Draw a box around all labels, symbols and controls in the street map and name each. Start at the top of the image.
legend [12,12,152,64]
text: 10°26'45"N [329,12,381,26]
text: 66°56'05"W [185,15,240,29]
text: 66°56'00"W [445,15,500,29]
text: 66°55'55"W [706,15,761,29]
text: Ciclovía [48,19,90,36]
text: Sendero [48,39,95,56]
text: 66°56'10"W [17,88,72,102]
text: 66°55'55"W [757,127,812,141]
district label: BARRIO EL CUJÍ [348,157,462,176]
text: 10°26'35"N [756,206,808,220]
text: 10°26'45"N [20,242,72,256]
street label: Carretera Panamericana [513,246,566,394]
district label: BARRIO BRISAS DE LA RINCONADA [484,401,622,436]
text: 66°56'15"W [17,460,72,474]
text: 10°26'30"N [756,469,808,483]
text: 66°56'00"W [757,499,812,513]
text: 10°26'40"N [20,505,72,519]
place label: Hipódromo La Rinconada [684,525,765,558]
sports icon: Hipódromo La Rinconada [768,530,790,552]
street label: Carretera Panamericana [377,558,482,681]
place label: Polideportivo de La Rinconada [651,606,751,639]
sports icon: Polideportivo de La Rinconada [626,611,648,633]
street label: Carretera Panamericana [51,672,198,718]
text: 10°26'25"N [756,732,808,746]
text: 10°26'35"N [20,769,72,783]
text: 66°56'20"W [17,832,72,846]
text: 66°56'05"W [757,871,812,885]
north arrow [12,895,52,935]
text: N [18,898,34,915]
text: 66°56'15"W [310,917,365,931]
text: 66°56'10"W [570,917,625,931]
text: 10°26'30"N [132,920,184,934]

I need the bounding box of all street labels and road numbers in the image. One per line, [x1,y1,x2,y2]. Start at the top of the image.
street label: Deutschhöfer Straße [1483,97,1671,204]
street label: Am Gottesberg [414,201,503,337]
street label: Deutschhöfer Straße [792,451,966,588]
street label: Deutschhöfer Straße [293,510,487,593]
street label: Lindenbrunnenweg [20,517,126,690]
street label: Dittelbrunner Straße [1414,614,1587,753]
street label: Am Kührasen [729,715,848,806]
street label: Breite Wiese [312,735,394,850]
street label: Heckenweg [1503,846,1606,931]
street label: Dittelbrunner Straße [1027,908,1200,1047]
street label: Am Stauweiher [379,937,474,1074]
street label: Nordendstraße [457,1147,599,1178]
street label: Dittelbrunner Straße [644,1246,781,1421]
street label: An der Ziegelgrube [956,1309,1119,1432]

---

■ YOUR GOAL ■
Every line of the listing should be repeated exactly.

■ ANSWER FOR THE TASK ■
Draw a box around all labels, symbols and controls in the street map and name each. Start at the top of the image.
legend [12,12,152,64]
text: 10°26'45"N [329,12,381,26]
text: 66°56'05"W [185,15,240,29]
text: 66°56'00"W [445,15,500,29]
text: 66°55'55"W [706,15,761,29]
text: Ciclovía [48,19,90,36]
text: Sendero [48,39,95,56]
text: 66°56'10"W [17,88,72,102]
text: 66°55'55"W [757,127,812,141]
district label: BARRIO EL CUJÍ [348,157,462,176]
text: 10°26'35"N [756,206,808,220]
text: 10°26'45"N [20,242,72,256]
street label: Carretera Panamericana [513,246,566,394]
district label: BARRIO BRISAS DE LA RINCONADA [484,401,622,436]
text: 66°56'15"W [17,460,72,474]
text: 10°26'30"N [756,469,808,483]
text: 66°56'00"W [757,499,812,513]
text: 10°26'40"N [20,505,72,519]
place label: Hipódromo La Rinconada [684,525,765,558]
sports icon: Hipódromo La Rinconada [768,530,790,552]
street label: Carretera Panamericana [377,558,482,681]
place label: Polideportivo de La Rinconada [651,606,751,639]
sports icon: Polideportivo de La Rinconada [626,611,648,633]
street label: Carretera Panamericana [51,672,198,718]
text: 10°26'25"N [756,732,808,746]
text: 10°26'35"N [20,769,72,783]
text: 66°56'20"W [17,832,72,846]
text: 66°56'05"W [757,871,812,885]
north arrow [12,895,52,935]
text: N [18,898,34,915]
text: 66°56'15"W [310,917,365,931]
text: 66°56'10"W [570,917,625,931]
text: 10°26'30"N [132,920,184,934]

I need the bounding box of all street labels and road numbers in the image. One per line, [x1,y1,x2,y2]. Start at the top of the image.
street label: Deutschhöfer Straße [1483,97,1671,204]
street label: Am Gottesberg [414,201,503,337]
street label: Deutschhöfer Straße [792,451,966,588]
street label: Deutschhöfer Straße [293,510,487,593]
street label: Lindenbrunnenweg [20,517,126,690]
street label: Dittelbrunner Straße [1414,614,1587,753]
street label: Am Kührasen [729,715,848,806]
street label: Breite Wiese [312,735,394,850]
street label: Heckenweg [1503,846,1606,931]
street label: Dittelbrunner Straße [1027,908,1200,1047]
street label: Am Stauweiher [379,937,474,1074]
street label: Nordendstraße [457,1147,599,1178]
street label: Dittelbrunner Straße [644,1246,781,1421]
street label: An der Ziegelgrube [956,1309,1119,1432]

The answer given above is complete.